Analyse aus China

COVID-19 ist für Männer gefährlicher

Ein höheres Alter und Begleiterkrankungen verschlechtern bekanntlich die Prognose von COVID-19-Patienten. Und laut einer Analyse aus China spielt auch das Geschlecht eine Rolle.

Von Dr. Beate Schumacher Veröffentlicht:
Bei männlichen Studienteilnehmern war ein tödlicher COVID-19-Verlauf mehr als doppelt so häufig wie bei den erkrankten Frauen.

Bei männlichen Studienteilnehmern war ein tödlicher COVID-19-Verlauf mehr als doppelt so häufig wie bei den erkrankten Frauen.

© PETER_LSW / iStock

Peking. Das Risiko für einen lebensbedrohlichen Verlauf von COVID-19 wird außer durch das Alter und chronische Erkrankungen vermutlich auch durch das Geschlecht der Erkrankten beeinflusst: Nach einer Studie aus China entwickeln Männer eher schwere Symptome und sterben doppelt so häufig an den Folgen der Infektion (Front Public Health 2020; online 29. April).
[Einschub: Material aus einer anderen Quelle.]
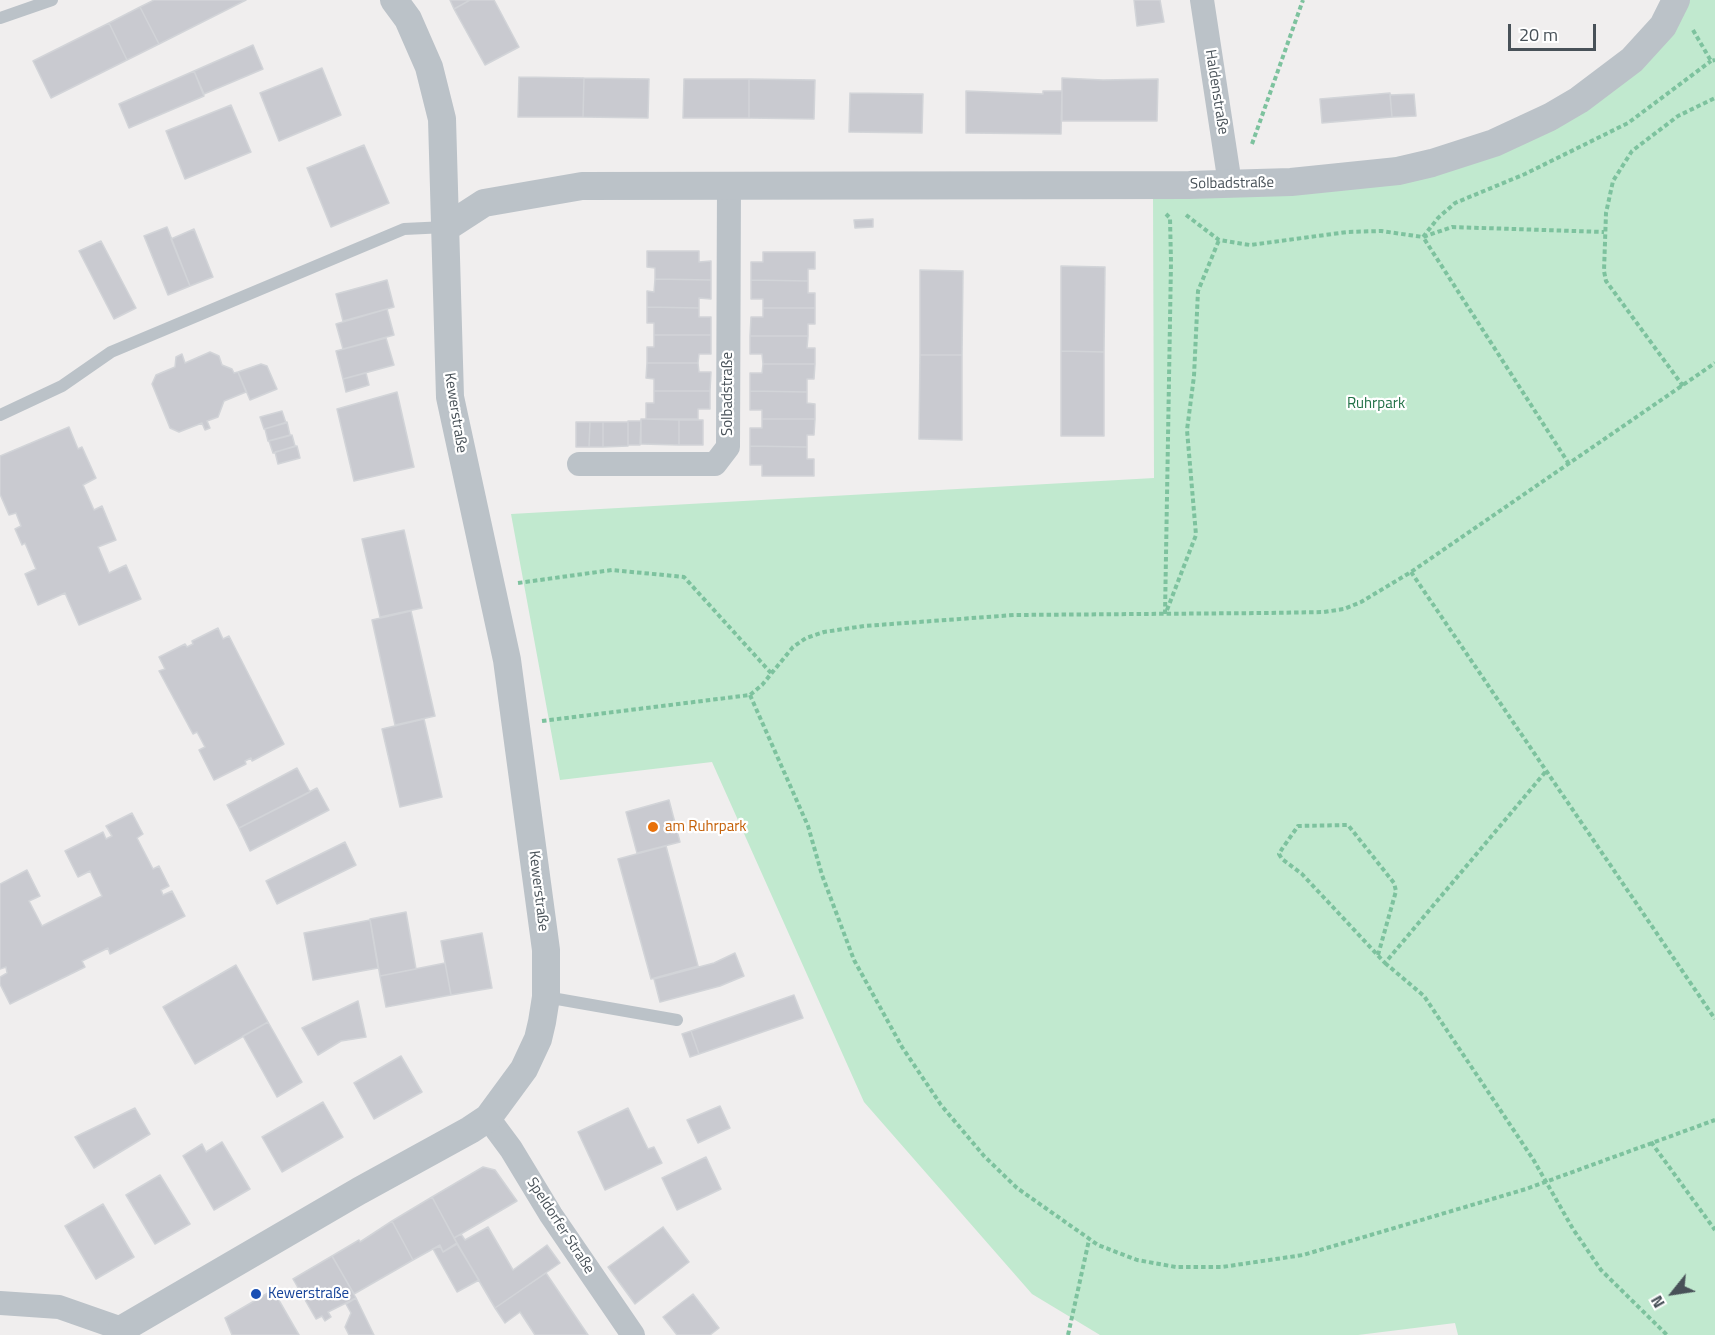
<!DOCTYPE html>
<meta charset="utf-8">
<style>
body{margin:0}
#map{position:relative;width:1715px;height:1335px;overflow:hidden;background:#f0eeee;font-family:"Titillium Web",sans-serif}
canvas{display:block}
.north{position:absolute;left:1643px;top:1263px;width:60px;height:60px;-webkit-text-stroke:4px #fff;paint-order:stroke;rotate:240deg;font-size:16px;font-weight:700;line-height:24px;text-align:center;color:#485158}
.north::after{content:'';display:block;margin:auto;width:21px;height:27px;background:#485158;clip-path:polygon(50% 0,100% 100%,50% 72%,0 100%)}
.scale{position:absolute;left:1508px;top:24px;width:88px;height:27px;box-sizing:border-box;border:3px solid #485158;border-top:0;padding-left:8px;font-size:18px;line-height:21px;white-space:nowrap;color:#485158;-webkit-text-stroke:4px #fff;paint-order:stroke}
</style>
<div id="map">
<canvas width="1715" height="1335"></canvas>
<div class="north">N</div>
<div class="scale">20 m</div>
</div>
<script>
const c = document.querySelector('canvas').getContext('2d');
c.lineJoin = 'round';
function fill(path, color) { c.fillStyle = color; c.fill(path, 'evenodd'); }
const poly = rows => new Path2D(rows.map(r => 'M' + r).join(''));
function trace(path, color, width, dash) { c.strokeStyle = color; c.lineWidth = width; c.lineCap = dash ? 'butt' : 'round'; c.setLineDash(dash || []); c.stroke(path); }
function write(font, color, halo, rows, align = 'center') {
  c.font = font + ' "Titillium Web",sans-serif'; c.lineWidth = 4.5; c.setLineDash([]); c.textBaseline = 'middle'; c.strokeStyle = halo; c.fillStyle = color; for (const [text, x, y, turn = 0] of rows) {
    c.save(); c.translate(x, y); c.rotate((+turn || 0) * Math.PI / 180); c.textAlign = isNaN(turn) ? turn : align; if (halo) c.strokeText(text, 0, 0); c.fillText(text, 0, 0); c.restore();
  }
}
const green = poly([
 [1685,0,1715,0,1715,1335,1458,1335,1455,1323,1358,1335,1100,1335,1032,1294,864,1102,712,762,560,780,511,514,1154,478,1153,194,1189,196,1520,134]
]);
const building = poly([
 [154,0,246,0,159,44,140,7,154,0],
 [450,0,470,0,454,9,450,0],
 [470,0,494,0,519,47,485,65,454,9,470,0],
 [1134,0,1160,0,1164,22,1137,26,1134,0],
 [140,7,159,44,127,60,109,23,140,7],
 [109,23,127,60,51,98,33,61,109,23],
 [253,45,263,69,204,94,194,71,253,45],
 [322,68,341,115,279,141,260,93,322,68],
 [194,71,204,96,129,128,119,104,194,71],
 [519,77,584,78,583,117,518,117,519,77],
 [584,78,649,79,648,118,583,117,584,78],
 [1062,78,1103,80,1158,79,1157,121,1062,121,1062,78],
 [684,79,749,79,749,118,683,118,684,79],
 [749,79,815,80,814,119,749,118,749,79],
 [966,91,1043,94,1043,91,1062,91,1061,134,966,133,966,91],
 [850,93,923,94,922,133,849,132,850,93],
 [1390,93,1392,117,1322,123,1320,99,1390,93],
 [1414,94,1416,116,1392,117,1390,95,1414,94],
 [231,105,251,152,185,179,166,131,231,105],
 [364,145,389,203,331,227,307,168,364,145],
 [873,219,873,227,855,228,854,220,873,219],
 [167,227,190,286,168,295,144,236,167,227],
 [194,229,213,277,190,286,171,239,194,229],
 [101,241,136,308,114,319,79,251,101,241],
 [647,251,699,251,699,262,711,261,711,280,655,279,655,268,647,267,647,251],
 [763,252,815,252,815,269,808,269,808,281,751,280,751,262,763,262,763,252],
 [1061,266,1105,267,1104,352,1061,351,1061,266],
 [920,270,963,271,962,355,920,355,920,270],
 [655,279,711,280,711,299,699,298,699,308,647,307,647,291,654,292,655,279],
 [387,280,394,307,343,321,336,294,387,280],
 [751,280,808,281,808,293,815,293,815,308,763,308,763,299,751,299,751,280],
 [647,307,699,308,699,317,711,317,711,335,654,335,654,323,647,323,647,307],
 [763,308,815,308,815,324,808,324,808,336,750,336,751,317,763,317,763,308],
 [387,309,394,335,343,349,336,324,387,309],
 [654,335,711,335,711,354,699,354,698,363,647,363,647,347,654,347,654,335],
 [750,336,808,336,807,348,815,348,815,364,763,364,762,354,750,354,750,336],
 [386,338,394,365,343,379,336,351,386,338],
 [1061,351,1104,352,1104,436,1061,436,1061,351],
 [210,352,219,356,222,365,232,369,234,373,238,372,246,392,224,401,218,417,207,421,210,428,205,430,202,423,179,432,170,428,152,384,156,375,175,367,176,357,182,354,185,363,210,352],
 [920,355,962,355,962,440,919,439,920,355],
 [647,363,698,363,699,372,711,372,710,391,654,391,654,379,646,378,647,363],
 [261,364,267,366,277,389,250,400,238,372,261,364],
 [763,364,815,364,814,379,807,379,807,392,750,391,750,373,762,373,763,364],
 [366,373,369,385,346,392,343,379,366,373],
 [654,391,710,391,710,409,698,409,698,419,646,419,646,403,654,403,654,391],
 [750,391,807,392,807,403,815,404,815,419,762,419,762,410,750,410,750,391],
 [397,392,414,467,354,481,337,409,397,392],
 [282,411,286,423,264,429,260,417,282,411],
 [646,419,679,420,679,445,641,444,641,419,646,419],
 [762,419,815,419,814,435,807,435,807,447,750,446,750,428,762,428,762,419],
 [679,420,703,420,703,445,679,445,679,420],
 [641,421,640,445,628,445,628,421,641,421],
 [287,422,290,435,268,441,265,429,287,422],
 [576,422,590,422,589,447,576,447,576,422],
 [590,422,603,422,603,447,589,447,590,422],
 [603,422,628,422,628,446,603,447,603,422],
 [69,427,78,449,82,447,96,478,83,485,94,510,102,506,116,540,98,547,109,573,126,565,141,599,79,625,65,593,38,605,25,574,36,569,25,543,22,545,15,529,21,526,16,513,9,515,0,494,0,456,69,427],
 [292,435,295,446,273,453,269,441,292,435],
 [297,446,300,458,278,464,275,452,297,446],
 [750,446,807,447,807,459,814,459,814,476,762,476,762,465,750,465,750,446],
 [404,530,422,608,380,617,362,539,404,530],
 [411,611,435,716,395,725,372,620,411,611],
 [218,628,223,639,229,636,284,744,252,761,251,758,245,761,246,764,214,780,199,750,205,747,197,732,193,734,159,671,165,669,159,657,185,644,187,647,193,644,192,641,218,628],
 [424,719,442,797,400,807,382,729,424,719],
 [297,768,310,792,239,828,227,805,297,768],
 [317,788,329,810,250,851,239,828,317,788],
 [669,800,680,842,637,853,626,812,669,800],
 [132,813,143,834,137,838,153,869,159,866,169,886,161,890,163,895,172,891,185,916,110,954,108,948,82,961,85,967,10,1004,0,984,0,977,7,973,6,967,0,969,0,884,27,870,40,896,29,901,42,926,102,896,90,871,78,877,65,851,103,832,106,839,112,836,106,826,132,813],
 [345,842,356,865,277,904,266,881,345,842],
 [666,846,698,966,651,979,618,859,666,846],
 [406,912,416,969,380,976,370,919,406,912],
 [370,920,378,968,313,980,304,933,370,920],
 [482,933,492,988,451,995,441,941,482,933],
 [735,953,744,976,720,986,660,1002,654,979,714,963,735,953],
 [445,963,451,995,386,1007,380,976,445,963],
 [236,965,268,1022,195,1064,163,1007,236,965],
 [794,995,803,1018,699,1054,691,1031,794,995],
 [358,1001,366,1037,341,1041,318,1055,302,1028,358,1001],
 [268,1022,302,1082,277,1097,243,1036,268,1022],
 [691,1031,699,1054,690,1057,682,1034,691,1031],
 [401,1056,422,1092,374,1119,354,1083,401,1056],
 [323,1102,343,1137,282,1172,262,1137,323,1102],
 [720,1106,730,1128,698,1143,687,1120,720,1106],
 [135,1108,150,1134,94,1168,75,1137,135,1108],
 [628,1108,648,1149,654,1147,662,1163,605,1190,578,1132,628,1108],
 [222,1142,250,1189,214,1210,183,1156,202,1144,206,1152,222,1142],
 [706,1157,721,1189,677,1210,662,1178,706,1157],
 [483,1167,495,1170,517,1201,454,1238,432,1197,483,1167],
 [160,1175,190,1224,155,1244,126,1195,160,1175],
 [432,1197,457,1243,443,1252,440,1245,413,1260,392,1221,432,1197],
 [103,1204,134,1257,96,1279,65,1226,103,1204],
 [392,1221,413,1260,354,1294,332,1256,359,1240,360,1242,392,1221],
 [488,1227,513,1270,547,1245,560,1263,495,1308,454,1238,461,1234,465,1240,488,1227],
 [663,1227,689,1262,635,1304,608,1267,663,1227],
 [457,1244,479,1280,457,1292,433,1249,440,1246,443,1252,457,1244],
 [332,1256,356,1298,328,1312,331,1317,325,1321,322,1316,316,1319,293,1279,332,1256],
 [546,1273,588,1335,535,1335,520,1312,505,1323,495,1308,546,1273],
 [273,1290,299,1335,232,1335,225,1318,273,1290],
 [693,1294,719,1328,710,1335,677,1335,663,1317,693,1294],
 [356,1298,374,1335,349,1335,345,1327,351,1313,346,1304,356,1298]
]);
const path = poly([
 [1693,30,1711,61,1715,60],
 [1252,144,1303,0],
 [1186,215,1219,240,1250,245,1347,232,1381,231,1423,237,1452,227,1604,232],
 [1683,386,1606,281,1604,271,1606,213,1613,181,1632,151,1678,116,1715,98],
 [1569,464,1423,237,1438,218,1455,203,1525,174,1628,123,1711,61],
 [1411,572,1715,1019],
 [518,583,612,570,684,577,771,673],
 [1167,610,1196,535,1187,430,1194,376,1198,291,1219,240],
 [1165,614,1171,262,1170,218,1166,214],
 [750,695,808,826,822,875,854,960,902,1047,941,1105,984,1156,1017,1188,1098,1245,1137,1260,1176,1267,1222,1267,1303,1255,1526,1189,1715,1120],
 [542,721,750,695,762,685,793,647,806,638,824,632,864,626,1014,615,1266,613,1324,612,1344,609,1361,602,1411,572,1715,363],
 [1378,955,1396,891,1394,883,1348,825,1298,826,1282,849,1279,854,1282,859,1302,874,1385,963,1547,770],
 [1385,963,1424,996,1533,1159,1573,1229,1601,1270,1667,1335],
 [1651,1142,1715,1230],
 [1068,1335,1089,1240]
]);
const service = poly([
 [0,18,52,0],
 [0,415,62,386,111,352,404,229,446,227],
 [546,997,677,1020]
]);
const minor = poly([
 [1202,0,1230,184],
 [579,464,715,464,728,447,729,184],
 [488,1118,511,1149,551,1215,633,1335],
 [0,1303,59,1307,122,1329]
]);
const tertiary = poly([
 [447,227,484,203,582,186,1189,185,1291,182,1398,171,1432,163,1494,143,1550,117,1579,100,1632,60,1663,26,1676,0],
 [121,1335,122,1329,359,1191,470,1130,488,1118,524,1069,538,1039,542,1022,546,997,546,950,507,660,450,397,442,119,429,67,408,19,394,0]
]);
const markers = [
 [653,827,6,"#e8710a"],
 [256,1294,6,"#1a4fb4"]
];
const streetNames = [
 ["Haldenstraße",1216,92,81],
 ["Solbadstraße",1232,184,-1],
 ["Solbadstraße",728,394,-90],
 ["Kewerstraße",455,413,81],
 ["Kewerstraße",538,891,83],
 ["Speldorfer Straße",560,1226,57]
];
const parkNames = [
 ["Ruhrpark",1376,404]
];
const foodNames = [
 ["am Ruhrpark",665,827]
];
const transitNames = [
 ["Kewerstraße",268,1294]
];
fill(green, '#c1e9cf');
fill(building, '#c9cad0');
trace(building, '#d2d4d8', 1.5);
trace(path, '#7dc29e', 4, [4.5, 3]);
trace(service, '#bbc2c8', 12);
trace(minor, '#bbc2c8', 24);
trace(tertiary, '#bbc2c8', 28);
for (const [x, y, r, color] of markers) { const dot = new Path2D(); dot.arc(x, y, r, 0, 2 * Math.PI); c.fillStyle = color; c.fill(dot); trace(dot, '#fff', 2); }
write('15px', '#485158', '#fff', streetNames);
write('15px', '#227147', '#fff', parkNames);
write('15px', '#c56008', '#fff', foodNames, 'left');
write('15px', '#164399', '#fff', transitNames, 'left');
</script>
Den Anlass für die Studie gab die COVID-19-Todesstatistik: Bis Ende Februar waren in Festlandchina zwei Drittel der Verstorbenen Männer. Um zu klären, ob Männer nur anfälliger für eine Infektion sind oder ob sie tatsächlich durch die Erkrankung stärker gefährdet sind, haben Ärzte der Universität Peking die Datensätze von zwei Patientenkohorten genauer angeschaut.

Dabei handelte es sich um eine Serie von 43 Patienten, die die Pekinger Ärzte selbst behandelt hatten, sowie um 1056 Patienten, deren Daten öffentlich verfügbar waren.

70 Prozent der Gestorbenen männlich

Von den 43 Patienten waren 22 Männer, sie unterschieden sich in Alter und Begleiterkrankungen nicht von den erkrankten Frauen. Insgesamt kam es jeweils bei etwa einem Drittel der Patienten zu einer leichten bis mittelschweren Pneumonie, einer schweren Symptomatik mit Atemnot beziehungsweise einem kritischen Zustand mit akutem Atemnotsyndrom und/oder Organversagen.

Die Erkrankungen von Männern waren insgesamt schwerwiegender, wie die Ärzte um Professor Jian-Min Jin berichten.

Unter den 1056 COVID-19-Patienten waren beide Geschlechter ebenfalls zu etwa gleichen Anteilen vertreten (51 Prozent Männer). 37 Patienten starben an den Folgen der Infektion; sie waren mit im Mittel 70 Jahren signifikant älter als die Überlebenden mit 47 Jahren.

Der Anteil der Männer an den Verstorbenen betrug 70 Prozent. Ein tödlicher Verlauf war bei ihnen damit mehr als doppelt so häufig wie bei den erkrankten Frauen. Die höhere Sterberate ließ sich jedoch nicht mit dem Alter erklären: Männer und Frauen waren in den beiden Gruppen jeweils ähnlich alt.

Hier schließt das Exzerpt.